▸ **Provided information**:
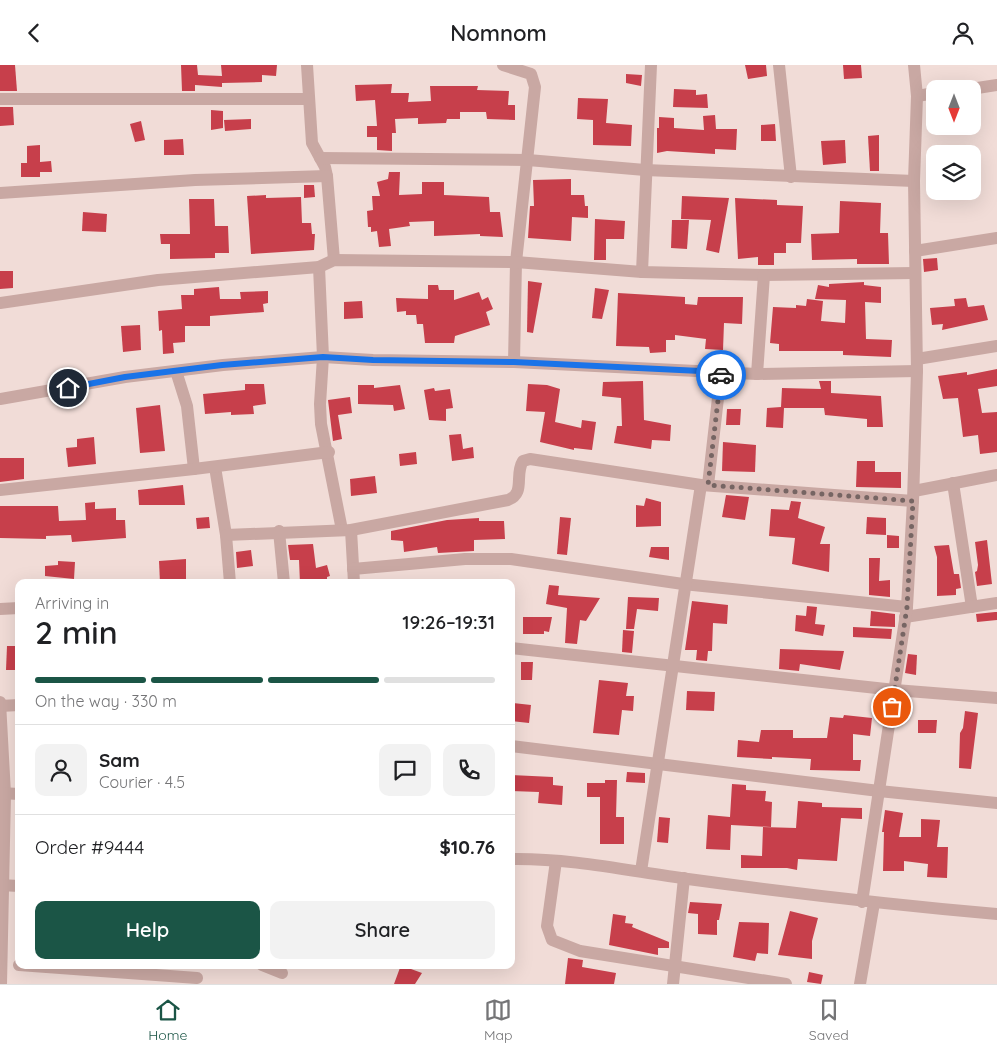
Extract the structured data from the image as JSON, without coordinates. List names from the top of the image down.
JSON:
{
  "north": "bottom",
  "page": {
    "header": "Nomnom",
    "heading": ["2 min", "Arriving in", "19:26–19:31"],
    "panel": [
      "Sam",
      "Courier · 4.5",
      "Order #9444",
      "$10.76"
    ],
    "bar": "On the way · 330 m",
    "buttons": ["Help", "Share"],
    "tabs": ["Home", "Map", "Saved"]
  }
}
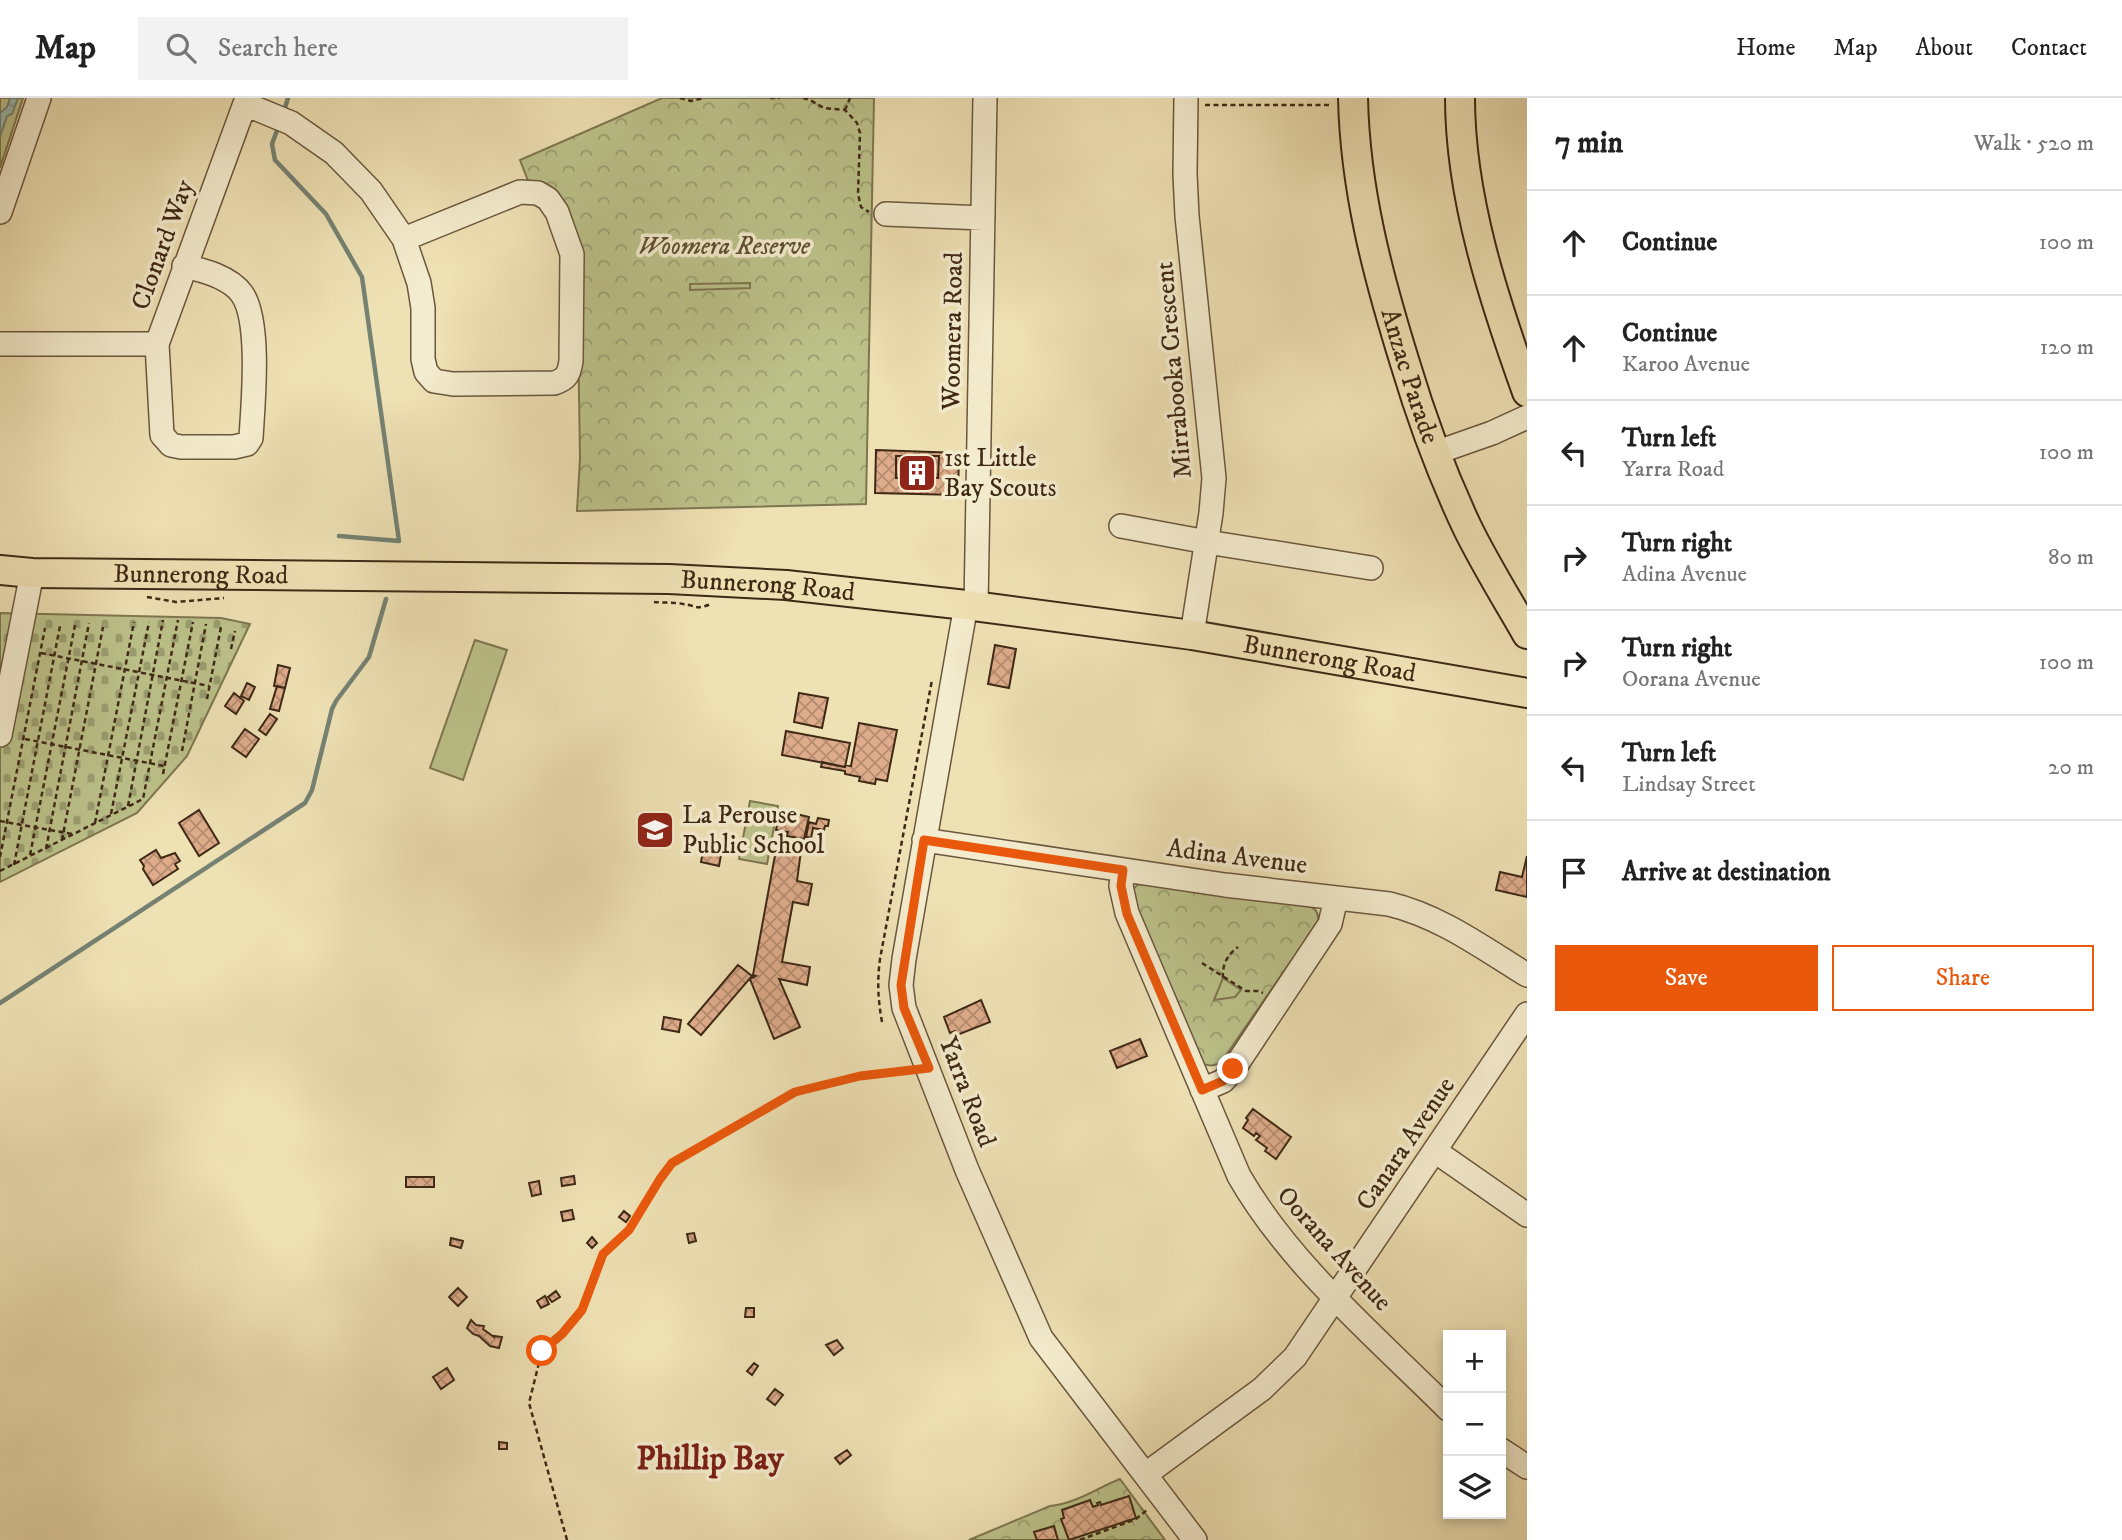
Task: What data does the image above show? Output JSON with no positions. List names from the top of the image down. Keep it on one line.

▸ **Work to complete**: Using the material above, copy every line in which the string "names" occurs.

▸ **Response area**:
Extract the structured data from the image as JSON, without coordinates. List names from the top of the image down.
Task: What data does the image above show? Output JSON with no positions. List names from the top of the image down. Keep it on one line.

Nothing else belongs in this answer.